Roland-Garros

01 juin 2014 23:13; Act: 02.06.2014 08:22 Print

Roger Federer: «J’aurais pu faire un truc»

par Oliver Dufour, Paris - Le Bâlois a été sorti par Ernests Gulbis, en 8es de finale de Roland-Garros (6-7 7-6 6-2 4-6 6-3). Il a admis avoir de vrais regrets.

Sur ce sujet
Une faute?

Deux joueurs, deux états d’esprit très différents au terme de l’un des plus beaux duels disputés depuis le début du tournoi. Tant le Bâlois que son bourreau letton ont avoué leur peine à analyser ce choc. D’une part, Federer, l’air renfrogné, a retenu que les explications se retrouvaient «un peu dans tous les sens». De l’autre, Gulbis, entre deux éclats de rire, s’est excusé d’avoir des difficultés à trouver se mots.
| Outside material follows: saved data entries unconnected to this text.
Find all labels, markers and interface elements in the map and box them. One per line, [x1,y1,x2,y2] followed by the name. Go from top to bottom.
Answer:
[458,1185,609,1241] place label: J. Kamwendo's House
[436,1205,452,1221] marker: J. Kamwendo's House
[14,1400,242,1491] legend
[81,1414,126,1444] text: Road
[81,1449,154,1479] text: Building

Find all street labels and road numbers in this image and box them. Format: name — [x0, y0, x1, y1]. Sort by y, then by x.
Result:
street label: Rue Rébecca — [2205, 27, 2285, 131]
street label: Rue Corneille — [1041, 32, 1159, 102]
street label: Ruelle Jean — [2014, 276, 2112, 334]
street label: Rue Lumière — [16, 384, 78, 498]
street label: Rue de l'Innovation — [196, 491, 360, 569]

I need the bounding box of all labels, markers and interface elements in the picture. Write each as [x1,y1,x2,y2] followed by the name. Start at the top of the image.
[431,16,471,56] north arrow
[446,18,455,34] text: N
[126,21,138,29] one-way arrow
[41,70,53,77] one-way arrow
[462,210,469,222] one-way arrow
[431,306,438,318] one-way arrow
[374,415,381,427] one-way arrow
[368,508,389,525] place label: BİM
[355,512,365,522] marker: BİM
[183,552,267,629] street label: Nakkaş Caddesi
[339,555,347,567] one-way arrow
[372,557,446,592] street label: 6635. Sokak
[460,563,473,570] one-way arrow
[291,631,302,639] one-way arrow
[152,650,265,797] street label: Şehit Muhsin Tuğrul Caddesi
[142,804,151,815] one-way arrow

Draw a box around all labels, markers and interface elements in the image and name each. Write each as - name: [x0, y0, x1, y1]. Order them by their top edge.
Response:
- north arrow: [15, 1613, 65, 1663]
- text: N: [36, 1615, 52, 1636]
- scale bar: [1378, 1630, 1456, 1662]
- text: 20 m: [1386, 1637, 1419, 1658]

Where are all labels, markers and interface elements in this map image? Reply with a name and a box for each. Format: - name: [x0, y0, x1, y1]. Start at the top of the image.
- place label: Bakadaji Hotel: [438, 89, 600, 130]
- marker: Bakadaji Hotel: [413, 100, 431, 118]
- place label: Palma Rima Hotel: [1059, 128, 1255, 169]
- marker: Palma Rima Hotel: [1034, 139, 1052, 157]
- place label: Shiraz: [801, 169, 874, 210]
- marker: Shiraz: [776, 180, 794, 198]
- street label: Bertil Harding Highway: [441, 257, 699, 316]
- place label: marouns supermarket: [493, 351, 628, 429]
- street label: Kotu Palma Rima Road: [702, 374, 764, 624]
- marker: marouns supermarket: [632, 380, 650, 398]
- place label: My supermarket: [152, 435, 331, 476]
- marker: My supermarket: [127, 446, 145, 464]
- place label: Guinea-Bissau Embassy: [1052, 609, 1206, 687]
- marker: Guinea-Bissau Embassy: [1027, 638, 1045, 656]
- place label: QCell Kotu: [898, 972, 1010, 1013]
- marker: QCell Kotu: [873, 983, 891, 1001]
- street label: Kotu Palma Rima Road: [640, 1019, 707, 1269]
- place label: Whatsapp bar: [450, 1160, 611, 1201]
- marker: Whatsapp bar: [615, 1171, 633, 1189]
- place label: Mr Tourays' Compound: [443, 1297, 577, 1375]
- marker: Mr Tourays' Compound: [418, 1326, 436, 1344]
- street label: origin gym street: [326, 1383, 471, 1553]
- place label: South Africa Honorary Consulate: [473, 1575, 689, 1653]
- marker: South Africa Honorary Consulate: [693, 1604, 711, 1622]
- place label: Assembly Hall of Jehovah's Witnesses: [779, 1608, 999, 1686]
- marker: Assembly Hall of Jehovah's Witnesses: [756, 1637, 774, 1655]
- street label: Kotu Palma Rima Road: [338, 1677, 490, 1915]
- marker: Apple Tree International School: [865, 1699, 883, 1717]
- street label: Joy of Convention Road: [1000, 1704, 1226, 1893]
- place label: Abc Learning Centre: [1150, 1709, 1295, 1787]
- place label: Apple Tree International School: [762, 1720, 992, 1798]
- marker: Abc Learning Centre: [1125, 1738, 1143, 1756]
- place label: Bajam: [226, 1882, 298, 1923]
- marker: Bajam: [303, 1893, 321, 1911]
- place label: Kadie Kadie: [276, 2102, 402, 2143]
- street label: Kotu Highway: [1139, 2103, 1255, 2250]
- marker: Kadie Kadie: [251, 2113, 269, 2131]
«J’ai essayé d’éviter son coup droit, a précisé le petit prince de Riga. Roger a sans doute le plus beau et le plus dangereux coup droit du monde. Et j’ai tenté de bien servir. Parfois ça marche, parfois pas.» Les deux adversaires n’ont pas été avares en paroles. Ainsi Federer, éliminé avant les quarts pour la première fois depuis 2004, s’est plutôt épanché sur son ressenti. «Je ne suis pas fâché, mais ça ne me fait pas plaisir. J’ai raté trop d’occasions. J’étais en bonne forme. J’aurais pu faire un truc. C’est pourquoi je suis ­encore un peu plus déçu.»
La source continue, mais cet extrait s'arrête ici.